### WHAT IS EXPECTED
Say how many lines below contain the word "canvas". The number is the entire reply.
▼▼▼
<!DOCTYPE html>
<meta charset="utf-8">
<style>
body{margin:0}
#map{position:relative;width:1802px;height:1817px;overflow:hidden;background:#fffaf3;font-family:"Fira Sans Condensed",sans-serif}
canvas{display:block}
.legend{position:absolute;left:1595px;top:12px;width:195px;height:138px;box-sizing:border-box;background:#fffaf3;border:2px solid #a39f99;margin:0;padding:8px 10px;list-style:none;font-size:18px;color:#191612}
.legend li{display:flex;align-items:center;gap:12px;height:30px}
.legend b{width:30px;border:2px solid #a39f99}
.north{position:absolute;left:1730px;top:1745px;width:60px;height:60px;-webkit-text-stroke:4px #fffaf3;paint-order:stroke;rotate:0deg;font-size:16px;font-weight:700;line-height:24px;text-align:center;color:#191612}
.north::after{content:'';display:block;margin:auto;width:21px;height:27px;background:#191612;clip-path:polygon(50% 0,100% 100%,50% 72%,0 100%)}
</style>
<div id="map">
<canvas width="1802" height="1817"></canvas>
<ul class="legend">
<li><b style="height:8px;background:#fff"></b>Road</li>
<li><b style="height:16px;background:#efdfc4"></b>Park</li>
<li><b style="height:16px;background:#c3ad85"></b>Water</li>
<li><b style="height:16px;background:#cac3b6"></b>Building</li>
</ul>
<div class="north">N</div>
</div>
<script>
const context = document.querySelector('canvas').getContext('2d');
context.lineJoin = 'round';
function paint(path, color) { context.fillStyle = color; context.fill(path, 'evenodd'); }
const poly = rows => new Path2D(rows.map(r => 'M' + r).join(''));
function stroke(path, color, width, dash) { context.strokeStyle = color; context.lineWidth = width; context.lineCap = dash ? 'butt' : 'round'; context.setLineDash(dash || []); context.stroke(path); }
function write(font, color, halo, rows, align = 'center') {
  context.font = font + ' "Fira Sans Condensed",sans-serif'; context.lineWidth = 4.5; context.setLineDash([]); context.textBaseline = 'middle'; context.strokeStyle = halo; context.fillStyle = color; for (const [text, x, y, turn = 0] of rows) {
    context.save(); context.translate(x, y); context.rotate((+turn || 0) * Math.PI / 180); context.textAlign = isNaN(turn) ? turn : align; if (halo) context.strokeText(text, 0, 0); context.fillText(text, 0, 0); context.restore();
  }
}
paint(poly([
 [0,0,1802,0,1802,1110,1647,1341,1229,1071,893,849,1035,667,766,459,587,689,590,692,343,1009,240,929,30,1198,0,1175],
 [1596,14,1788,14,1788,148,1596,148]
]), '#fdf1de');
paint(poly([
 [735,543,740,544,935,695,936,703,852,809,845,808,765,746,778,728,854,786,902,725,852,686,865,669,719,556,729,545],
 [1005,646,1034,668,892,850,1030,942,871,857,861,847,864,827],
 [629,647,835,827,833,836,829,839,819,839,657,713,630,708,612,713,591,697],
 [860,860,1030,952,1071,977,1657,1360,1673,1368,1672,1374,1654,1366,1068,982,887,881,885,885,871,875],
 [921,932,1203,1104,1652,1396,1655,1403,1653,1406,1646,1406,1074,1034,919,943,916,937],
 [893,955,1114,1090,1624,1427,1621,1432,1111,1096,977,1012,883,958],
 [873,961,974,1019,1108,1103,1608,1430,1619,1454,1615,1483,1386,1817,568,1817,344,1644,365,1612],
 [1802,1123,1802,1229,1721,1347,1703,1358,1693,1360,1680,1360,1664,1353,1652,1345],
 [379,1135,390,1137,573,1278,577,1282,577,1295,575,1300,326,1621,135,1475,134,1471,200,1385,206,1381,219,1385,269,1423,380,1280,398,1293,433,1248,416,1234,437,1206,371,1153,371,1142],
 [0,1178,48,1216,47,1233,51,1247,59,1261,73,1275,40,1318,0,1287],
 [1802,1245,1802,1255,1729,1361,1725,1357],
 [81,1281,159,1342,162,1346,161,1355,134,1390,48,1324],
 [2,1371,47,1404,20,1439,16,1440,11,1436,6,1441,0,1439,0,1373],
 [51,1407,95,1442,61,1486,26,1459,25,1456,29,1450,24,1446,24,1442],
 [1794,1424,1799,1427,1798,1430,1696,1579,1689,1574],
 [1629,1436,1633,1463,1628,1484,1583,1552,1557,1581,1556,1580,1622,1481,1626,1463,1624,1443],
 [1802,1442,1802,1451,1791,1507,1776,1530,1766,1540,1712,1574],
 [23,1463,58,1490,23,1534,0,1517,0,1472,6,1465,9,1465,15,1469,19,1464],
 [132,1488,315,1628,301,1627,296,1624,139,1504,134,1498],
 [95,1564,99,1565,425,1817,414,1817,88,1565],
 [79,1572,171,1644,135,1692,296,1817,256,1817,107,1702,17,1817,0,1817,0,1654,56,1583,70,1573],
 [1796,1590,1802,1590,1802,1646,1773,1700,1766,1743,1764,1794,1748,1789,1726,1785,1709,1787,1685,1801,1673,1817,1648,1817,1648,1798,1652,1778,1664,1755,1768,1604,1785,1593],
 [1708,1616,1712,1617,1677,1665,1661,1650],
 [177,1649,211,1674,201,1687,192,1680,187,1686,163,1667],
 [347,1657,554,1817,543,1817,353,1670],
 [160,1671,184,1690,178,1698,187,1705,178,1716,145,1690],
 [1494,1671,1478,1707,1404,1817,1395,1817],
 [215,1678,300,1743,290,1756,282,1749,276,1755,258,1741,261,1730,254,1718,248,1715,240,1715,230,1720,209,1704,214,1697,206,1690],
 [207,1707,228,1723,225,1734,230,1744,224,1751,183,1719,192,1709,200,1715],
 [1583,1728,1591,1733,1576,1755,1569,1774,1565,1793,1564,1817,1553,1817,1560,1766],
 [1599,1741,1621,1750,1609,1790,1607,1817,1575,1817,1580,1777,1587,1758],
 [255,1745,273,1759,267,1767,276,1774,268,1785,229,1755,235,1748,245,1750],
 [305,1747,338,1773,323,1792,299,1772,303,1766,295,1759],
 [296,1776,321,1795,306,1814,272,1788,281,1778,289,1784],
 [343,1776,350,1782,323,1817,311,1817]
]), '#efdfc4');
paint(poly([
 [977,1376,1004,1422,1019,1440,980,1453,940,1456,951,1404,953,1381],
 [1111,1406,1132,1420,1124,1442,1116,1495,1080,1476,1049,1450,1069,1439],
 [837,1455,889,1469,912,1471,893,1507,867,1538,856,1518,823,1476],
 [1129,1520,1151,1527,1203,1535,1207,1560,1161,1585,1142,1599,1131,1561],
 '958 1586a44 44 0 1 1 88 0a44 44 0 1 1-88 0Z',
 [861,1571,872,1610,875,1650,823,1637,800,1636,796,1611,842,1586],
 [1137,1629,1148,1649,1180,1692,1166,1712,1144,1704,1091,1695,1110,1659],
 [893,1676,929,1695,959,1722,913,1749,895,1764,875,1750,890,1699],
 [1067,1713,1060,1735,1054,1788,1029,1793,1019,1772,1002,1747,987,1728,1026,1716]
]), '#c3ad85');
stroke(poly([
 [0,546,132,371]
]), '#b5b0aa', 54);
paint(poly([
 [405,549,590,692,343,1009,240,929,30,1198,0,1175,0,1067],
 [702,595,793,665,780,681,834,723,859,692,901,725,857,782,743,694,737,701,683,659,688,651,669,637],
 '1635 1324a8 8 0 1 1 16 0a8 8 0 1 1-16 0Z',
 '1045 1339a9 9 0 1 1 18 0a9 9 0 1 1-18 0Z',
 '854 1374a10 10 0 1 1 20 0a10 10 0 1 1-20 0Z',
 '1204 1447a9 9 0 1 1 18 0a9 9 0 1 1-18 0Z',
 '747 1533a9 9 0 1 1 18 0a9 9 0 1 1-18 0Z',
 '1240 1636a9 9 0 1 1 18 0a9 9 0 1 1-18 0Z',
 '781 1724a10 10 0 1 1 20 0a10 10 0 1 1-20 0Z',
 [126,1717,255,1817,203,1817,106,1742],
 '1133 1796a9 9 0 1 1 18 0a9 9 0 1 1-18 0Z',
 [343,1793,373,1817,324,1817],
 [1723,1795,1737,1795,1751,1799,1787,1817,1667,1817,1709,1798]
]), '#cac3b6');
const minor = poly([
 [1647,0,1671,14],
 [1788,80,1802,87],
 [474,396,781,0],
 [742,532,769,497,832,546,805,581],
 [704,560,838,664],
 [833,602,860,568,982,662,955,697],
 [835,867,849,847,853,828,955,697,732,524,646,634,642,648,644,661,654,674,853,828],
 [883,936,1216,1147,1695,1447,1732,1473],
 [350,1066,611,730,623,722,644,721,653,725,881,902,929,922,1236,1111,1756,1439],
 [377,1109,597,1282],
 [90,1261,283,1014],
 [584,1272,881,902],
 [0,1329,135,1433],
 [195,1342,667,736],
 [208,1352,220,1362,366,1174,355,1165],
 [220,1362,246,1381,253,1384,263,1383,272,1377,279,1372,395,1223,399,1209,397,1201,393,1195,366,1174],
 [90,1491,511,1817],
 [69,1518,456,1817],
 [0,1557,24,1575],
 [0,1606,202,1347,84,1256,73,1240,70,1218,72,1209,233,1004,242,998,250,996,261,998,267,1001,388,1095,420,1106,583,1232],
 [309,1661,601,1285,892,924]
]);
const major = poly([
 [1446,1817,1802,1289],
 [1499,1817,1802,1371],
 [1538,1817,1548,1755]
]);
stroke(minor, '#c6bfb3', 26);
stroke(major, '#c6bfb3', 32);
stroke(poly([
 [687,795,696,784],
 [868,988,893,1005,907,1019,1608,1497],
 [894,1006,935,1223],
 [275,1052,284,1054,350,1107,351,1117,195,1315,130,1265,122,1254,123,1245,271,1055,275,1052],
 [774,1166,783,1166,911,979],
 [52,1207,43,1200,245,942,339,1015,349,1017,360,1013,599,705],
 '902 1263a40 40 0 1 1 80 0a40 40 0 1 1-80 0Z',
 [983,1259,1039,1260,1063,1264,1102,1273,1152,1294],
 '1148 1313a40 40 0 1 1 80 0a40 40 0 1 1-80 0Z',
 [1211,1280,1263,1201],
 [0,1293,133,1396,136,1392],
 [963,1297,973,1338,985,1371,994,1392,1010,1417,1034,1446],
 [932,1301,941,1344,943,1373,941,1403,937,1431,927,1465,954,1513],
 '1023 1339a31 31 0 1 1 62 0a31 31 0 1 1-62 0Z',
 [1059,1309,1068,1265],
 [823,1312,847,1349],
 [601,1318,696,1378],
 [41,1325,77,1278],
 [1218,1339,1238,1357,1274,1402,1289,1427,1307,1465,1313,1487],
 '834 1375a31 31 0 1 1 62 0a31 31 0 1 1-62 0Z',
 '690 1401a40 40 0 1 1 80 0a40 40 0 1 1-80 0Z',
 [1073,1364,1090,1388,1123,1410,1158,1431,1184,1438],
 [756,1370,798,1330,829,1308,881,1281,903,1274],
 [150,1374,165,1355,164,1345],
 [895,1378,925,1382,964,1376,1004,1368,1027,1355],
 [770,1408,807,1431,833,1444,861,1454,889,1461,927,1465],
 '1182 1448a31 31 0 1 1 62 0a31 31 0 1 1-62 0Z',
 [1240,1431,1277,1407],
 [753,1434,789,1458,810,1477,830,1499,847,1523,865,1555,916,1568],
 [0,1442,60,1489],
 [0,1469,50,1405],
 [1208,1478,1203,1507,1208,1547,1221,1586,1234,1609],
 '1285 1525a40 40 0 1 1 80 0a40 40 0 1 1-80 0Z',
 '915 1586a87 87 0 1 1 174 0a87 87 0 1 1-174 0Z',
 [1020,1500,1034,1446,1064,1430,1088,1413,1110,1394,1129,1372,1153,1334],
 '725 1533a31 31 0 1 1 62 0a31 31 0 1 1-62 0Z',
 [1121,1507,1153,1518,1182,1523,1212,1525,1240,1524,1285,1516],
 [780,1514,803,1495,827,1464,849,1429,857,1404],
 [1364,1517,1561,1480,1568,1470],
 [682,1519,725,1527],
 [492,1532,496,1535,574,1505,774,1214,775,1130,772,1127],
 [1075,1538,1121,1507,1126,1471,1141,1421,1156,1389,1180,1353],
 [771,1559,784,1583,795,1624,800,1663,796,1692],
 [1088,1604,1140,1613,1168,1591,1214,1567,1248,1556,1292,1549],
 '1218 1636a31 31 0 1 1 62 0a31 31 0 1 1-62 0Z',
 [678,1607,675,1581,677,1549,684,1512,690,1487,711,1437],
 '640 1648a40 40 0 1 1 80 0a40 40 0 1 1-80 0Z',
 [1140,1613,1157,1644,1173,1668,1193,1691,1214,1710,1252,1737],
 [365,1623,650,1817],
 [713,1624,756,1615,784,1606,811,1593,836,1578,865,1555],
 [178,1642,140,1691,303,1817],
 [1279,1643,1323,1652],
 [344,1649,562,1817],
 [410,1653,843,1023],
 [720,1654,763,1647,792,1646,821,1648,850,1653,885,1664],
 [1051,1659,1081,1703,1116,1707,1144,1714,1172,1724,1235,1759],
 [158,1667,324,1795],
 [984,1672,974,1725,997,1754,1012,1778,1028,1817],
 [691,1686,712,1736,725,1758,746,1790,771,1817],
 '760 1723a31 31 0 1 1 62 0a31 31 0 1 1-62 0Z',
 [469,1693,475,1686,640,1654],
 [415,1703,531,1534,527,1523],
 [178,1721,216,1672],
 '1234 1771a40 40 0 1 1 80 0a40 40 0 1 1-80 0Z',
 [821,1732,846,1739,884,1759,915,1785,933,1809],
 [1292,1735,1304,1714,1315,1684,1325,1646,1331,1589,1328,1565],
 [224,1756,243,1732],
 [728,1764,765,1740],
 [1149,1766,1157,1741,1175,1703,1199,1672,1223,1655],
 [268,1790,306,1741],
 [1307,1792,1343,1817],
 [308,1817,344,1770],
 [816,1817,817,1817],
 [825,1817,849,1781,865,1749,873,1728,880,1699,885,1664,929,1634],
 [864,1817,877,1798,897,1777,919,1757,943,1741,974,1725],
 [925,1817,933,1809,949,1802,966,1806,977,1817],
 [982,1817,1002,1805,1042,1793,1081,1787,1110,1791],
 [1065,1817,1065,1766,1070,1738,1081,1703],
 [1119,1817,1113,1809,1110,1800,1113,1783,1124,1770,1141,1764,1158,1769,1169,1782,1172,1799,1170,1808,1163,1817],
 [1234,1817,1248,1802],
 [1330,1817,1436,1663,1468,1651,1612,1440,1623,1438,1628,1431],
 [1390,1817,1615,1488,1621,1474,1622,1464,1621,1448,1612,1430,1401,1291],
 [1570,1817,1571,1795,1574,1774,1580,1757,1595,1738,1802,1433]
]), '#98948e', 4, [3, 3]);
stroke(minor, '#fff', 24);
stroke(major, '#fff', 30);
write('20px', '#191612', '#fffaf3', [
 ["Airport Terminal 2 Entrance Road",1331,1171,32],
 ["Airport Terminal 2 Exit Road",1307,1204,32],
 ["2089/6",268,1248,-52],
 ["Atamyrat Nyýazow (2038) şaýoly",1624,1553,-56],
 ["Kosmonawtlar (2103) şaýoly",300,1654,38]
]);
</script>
▲▲▲
### WRITTEN SOLUTION
3